These days artist Eygló Harðardóttir is exhibiting her work at Týsgallerí, at Týsgata 3 in Reykjavík. The exhibition’s heading, Parallel Views (Samsíða sjónarhorn), refers to a specific method of displaying three dimensions on a two dimensional surface without perspective, a technique used in Eastern classical art, architectural drawings, and computer games. This connection to isometrics triggers ideas about a world where all dimensions are close and of equal importance.
Eygló works with visual phenomena. Explorations of this form are never the endpoint of her works, but rather one of many parallel dimensions in a multi-layered process. Phenomena like afterimages evoke questions such as what impressions or events from the surroundings elicit ideas, and whether it is even possible to comprehend that relationship, or the function, between inner and outer reality. The works in the exhibition which refer to architecture are reminiscent of ruins or abandoned farms where the inner and the outer world have merged, or nature re-joining the man-made. The afterimages and the impressions exist like material phenomena and real events, although they possibly exist on a “finer” frequency and are not defined by time and space. Each image calls for another; each colour conjures an opposite colour, like some kind of perverse echo or a reply.

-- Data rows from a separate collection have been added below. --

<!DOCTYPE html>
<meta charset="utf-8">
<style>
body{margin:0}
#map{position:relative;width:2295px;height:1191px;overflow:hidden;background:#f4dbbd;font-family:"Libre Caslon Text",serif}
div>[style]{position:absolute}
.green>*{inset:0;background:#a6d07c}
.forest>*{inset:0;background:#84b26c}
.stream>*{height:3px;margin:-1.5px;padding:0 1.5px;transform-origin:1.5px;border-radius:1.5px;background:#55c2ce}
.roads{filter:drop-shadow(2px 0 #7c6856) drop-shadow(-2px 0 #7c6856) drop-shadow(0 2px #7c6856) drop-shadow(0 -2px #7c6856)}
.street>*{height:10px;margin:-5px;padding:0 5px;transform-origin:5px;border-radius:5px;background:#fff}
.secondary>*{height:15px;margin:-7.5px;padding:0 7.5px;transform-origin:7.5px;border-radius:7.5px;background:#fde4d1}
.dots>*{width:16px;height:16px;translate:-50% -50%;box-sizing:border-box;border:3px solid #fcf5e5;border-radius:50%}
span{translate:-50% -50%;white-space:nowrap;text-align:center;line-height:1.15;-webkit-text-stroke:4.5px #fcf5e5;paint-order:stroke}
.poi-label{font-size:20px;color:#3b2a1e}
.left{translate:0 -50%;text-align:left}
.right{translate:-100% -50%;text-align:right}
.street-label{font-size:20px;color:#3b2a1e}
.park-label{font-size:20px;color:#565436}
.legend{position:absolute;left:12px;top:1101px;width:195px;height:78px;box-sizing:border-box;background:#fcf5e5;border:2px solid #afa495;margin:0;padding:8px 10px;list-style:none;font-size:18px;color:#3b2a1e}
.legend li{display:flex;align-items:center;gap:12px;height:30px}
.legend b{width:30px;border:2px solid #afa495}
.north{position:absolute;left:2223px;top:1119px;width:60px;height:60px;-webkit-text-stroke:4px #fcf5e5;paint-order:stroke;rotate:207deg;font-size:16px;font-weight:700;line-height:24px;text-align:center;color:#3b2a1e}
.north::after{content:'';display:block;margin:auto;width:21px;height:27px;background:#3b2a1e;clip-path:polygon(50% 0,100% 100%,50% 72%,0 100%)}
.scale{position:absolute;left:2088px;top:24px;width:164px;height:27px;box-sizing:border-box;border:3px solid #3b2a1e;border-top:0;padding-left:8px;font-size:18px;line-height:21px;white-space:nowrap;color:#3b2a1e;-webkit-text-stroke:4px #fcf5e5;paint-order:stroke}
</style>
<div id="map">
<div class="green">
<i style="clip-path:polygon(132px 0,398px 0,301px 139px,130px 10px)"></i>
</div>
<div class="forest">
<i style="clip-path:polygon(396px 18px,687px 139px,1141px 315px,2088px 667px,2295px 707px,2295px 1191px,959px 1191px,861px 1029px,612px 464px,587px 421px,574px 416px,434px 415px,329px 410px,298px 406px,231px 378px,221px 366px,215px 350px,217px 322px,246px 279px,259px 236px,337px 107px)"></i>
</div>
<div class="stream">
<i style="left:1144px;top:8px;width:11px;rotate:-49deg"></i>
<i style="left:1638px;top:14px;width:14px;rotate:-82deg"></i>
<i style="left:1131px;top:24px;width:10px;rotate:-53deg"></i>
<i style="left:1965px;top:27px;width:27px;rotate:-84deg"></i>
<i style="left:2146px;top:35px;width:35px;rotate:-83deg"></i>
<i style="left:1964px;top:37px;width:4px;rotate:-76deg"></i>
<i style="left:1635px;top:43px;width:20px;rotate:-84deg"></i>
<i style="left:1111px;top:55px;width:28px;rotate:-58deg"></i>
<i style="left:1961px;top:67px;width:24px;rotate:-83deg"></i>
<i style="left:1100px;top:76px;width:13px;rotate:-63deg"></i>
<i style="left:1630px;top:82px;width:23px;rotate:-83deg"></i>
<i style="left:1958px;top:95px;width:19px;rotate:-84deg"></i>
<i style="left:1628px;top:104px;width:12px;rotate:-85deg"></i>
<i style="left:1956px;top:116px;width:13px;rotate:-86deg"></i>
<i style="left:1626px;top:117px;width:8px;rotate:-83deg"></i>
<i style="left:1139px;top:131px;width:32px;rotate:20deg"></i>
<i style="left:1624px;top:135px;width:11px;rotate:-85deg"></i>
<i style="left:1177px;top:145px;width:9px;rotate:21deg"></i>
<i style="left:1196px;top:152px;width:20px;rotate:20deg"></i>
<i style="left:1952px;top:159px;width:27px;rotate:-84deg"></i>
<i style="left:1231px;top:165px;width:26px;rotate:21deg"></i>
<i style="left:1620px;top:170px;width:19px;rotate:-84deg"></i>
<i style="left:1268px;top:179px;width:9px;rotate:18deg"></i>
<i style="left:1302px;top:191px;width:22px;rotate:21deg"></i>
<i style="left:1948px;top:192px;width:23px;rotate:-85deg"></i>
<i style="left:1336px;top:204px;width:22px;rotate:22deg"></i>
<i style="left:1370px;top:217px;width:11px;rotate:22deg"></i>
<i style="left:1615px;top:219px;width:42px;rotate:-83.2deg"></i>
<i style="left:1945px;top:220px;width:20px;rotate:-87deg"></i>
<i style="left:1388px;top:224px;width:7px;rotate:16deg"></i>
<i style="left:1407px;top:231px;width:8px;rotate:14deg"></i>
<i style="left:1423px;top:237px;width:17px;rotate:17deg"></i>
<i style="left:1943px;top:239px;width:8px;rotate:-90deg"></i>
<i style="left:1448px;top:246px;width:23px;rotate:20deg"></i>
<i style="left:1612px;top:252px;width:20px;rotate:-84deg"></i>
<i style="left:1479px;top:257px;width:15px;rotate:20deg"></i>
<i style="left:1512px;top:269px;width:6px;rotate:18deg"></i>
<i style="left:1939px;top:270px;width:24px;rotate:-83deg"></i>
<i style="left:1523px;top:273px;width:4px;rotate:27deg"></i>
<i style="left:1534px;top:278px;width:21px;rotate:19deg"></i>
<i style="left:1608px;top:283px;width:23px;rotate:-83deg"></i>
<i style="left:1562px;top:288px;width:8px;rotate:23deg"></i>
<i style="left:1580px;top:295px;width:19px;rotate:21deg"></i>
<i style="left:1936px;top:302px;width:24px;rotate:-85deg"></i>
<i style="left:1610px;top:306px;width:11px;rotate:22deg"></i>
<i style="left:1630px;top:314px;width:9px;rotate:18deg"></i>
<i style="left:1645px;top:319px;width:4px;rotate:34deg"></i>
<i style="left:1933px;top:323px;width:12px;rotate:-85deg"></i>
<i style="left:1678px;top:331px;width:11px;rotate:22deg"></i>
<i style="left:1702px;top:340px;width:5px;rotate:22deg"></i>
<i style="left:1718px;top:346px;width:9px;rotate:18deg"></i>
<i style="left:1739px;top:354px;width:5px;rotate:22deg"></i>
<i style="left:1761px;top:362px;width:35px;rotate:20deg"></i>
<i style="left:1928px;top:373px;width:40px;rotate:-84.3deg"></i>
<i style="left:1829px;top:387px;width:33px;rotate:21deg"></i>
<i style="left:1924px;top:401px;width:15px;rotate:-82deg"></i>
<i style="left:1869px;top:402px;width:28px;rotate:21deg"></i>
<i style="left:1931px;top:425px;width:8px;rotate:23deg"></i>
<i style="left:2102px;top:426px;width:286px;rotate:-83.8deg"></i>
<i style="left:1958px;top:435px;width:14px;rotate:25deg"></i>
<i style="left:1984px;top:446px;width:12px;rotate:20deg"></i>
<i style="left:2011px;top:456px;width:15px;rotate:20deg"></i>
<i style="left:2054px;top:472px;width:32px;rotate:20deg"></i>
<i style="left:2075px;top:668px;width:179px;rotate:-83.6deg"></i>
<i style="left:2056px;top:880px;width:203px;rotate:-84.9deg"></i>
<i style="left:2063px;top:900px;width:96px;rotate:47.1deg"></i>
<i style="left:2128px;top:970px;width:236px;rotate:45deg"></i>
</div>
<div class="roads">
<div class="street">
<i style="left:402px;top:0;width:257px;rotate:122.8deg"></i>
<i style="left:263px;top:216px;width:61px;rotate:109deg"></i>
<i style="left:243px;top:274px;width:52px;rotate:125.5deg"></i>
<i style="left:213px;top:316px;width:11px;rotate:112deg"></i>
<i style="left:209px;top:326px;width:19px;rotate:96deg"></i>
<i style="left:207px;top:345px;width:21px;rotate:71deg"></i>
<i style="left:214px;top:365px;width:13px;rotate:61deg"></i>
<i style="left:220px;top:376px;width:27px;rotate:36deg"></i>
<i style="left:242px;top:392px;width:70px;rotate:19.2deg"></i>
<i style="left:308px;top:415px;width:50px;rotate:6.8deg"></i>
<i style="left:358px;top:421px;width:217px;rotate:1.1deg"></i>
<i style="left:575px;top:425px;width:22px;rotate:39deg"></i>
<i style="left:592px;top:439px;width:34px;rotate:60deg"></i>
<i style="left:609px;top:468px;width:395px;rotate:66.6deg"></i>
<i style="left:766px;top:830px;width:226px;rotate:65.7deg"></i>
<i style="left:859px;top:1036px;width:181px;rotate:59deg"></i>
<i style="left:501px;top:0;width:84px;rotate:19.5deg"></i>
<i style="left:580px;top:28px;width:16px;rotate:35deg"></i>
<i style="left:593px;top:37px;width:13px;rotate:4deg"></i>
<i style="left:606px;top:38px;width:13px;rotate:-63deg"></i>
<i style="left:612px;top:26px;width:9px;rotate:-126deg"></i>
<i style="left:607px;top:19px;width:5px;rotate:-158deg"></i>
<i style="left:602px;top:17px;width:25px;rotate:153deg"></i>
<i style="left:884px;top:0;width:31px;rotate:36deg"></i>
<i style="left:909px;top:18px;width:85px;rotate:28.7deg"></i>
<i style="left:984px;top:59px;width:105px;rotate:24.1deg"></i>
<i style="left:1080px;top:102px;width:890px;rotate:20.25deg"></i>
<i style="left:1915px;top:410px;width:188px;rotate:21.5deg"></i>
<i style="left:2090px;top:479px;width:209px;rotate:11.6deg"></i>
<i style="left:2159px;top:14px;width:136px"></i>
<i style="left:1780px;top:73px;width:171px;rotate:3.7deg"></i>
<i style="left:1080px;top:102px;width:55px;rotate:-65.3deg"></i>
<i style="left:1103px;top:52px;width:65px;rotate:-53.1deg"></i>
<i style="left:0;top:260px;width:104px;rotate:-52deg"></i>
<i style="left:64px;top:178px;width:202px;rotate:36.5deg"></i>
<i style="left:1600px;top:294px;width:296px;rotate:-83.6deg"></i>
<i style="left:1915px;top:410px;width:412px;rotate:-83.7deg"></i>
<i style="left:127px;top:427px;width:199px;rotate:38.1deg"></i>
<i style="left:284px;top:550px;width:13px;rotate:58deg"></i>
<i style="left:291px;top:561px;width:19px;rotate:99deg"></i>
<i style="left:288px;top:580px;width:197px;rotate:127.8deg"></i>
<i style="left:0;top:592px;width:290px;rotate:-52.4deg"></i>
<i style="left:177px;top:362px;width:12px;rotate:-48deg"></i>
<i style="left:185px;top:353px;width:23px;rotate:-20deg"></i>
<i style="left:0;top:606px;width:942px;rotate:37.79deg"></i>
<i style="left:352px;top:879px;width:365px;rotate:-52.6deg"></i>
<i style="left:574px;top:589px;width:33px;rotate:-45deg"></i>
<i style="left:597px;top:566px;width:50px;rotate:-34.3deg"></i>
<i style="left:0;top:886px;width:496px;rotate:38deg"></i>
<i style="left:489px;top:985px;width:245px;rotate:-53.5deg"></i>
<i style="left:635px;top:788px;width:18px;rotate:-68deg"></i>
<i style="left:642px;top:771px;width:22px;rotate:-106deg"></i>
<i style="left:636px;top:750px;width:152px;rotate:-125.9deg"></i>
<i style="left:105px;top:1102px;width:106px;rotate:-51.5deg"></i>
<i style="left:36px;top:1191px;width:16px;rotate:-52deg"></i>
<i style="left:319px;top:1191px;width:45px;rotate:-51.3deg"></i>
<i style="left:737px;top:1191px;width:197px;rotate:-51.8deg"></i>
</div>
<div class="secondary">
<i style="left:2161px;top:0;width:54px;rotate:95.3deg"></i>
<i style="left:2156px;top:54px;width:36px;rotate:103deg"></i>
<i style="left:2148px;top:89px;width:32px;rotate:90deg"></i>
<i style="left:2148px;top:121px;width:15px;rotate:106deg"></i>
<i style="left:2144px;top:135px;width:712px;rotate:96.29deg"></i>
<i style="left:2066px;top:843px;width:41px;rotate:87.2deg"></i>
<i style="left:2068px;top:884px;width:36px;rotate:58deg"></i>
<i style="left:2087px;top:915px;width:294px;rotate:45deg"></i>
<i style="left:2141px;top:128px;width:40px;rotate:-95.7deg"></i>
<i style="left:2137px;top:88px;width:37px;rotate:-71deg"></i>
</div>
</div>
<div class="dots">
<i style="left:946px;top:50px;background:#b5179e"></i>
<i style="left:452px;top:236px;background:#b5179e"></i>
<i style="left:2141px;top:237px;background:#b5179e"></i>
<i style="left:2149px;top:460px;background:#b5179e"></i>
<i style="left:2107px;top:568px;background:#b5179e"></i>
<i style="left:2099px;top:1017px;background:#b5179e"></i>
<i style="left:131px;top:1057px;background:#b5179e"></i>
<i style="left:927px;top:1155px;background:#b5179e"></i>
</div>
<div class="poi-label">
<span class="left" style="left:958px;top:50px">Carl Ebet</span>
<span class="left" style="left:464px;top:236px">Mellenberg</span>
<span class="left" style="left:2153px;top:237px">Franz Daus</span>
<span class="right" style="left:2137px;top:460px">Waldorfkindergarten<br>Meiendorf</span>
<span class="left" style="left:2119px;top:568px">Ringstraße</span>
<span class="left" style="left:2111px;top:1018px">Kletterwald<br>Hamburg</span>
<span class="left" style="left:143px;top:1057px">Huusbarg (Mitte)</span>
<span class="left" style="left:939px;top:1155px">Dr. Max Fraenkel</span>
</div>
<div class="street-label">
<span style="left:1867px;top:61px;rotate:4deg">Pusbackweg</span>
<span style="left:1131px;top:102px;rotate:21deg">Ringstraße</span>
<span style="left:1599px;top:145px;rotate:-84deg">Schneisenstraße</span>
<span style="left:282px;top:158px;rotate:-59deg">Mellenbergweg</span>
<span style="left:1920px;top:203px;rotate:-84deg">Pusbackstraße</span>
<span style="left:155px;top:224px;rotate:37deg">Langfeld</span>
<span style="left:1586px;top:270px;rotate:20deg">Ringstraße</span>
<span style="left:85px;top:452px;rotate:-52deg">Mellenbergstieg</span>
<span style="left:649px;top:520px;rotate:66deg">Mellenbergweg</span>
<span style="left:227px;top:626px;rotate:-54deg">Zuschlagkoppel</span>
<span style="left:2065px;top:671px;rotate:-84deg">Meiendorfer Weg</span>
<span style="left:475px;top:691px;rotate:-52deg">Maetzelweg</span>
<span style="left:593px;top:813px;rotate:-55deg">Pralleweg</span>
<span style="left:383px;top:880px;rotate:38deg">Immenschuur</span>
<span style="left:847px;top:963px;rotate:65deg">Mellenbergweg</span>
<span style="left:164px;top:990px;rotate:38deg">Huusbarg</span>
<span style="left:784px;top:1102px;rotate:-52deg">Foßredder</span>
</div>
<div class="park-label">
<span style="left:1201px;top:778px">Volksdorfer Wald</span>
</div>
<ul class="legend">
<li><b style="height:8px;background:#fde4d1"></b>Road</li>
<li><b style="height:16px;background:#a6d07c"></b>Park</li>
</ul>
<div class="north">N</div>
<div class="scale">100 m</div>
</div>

Eygló uses delicate and pliable materials, but her process is safe and stable and the materials strengthen during the process. One of her works, a type of wind gauge, is more reminiscent of a horizontal millwheel than a traditional wind gauge which turns without resistance. These works have gone through numerous permutations during their creation and as such, encompass these transformations. The process is transparent and the raw quality of the works keeps all options open. The spectator needs to be susceptive to tiny aspects, such as the granulated edge of a paper which serves as a gateway into the work because it literally opens up the material, creating a fusion between the work and the spectator. The exhibition works (painted sculptures/three-dimensional paintings) thus have a direct physical effect and need to be experienced first-hand. Both the materials and the interpretations are open; they are penetrable.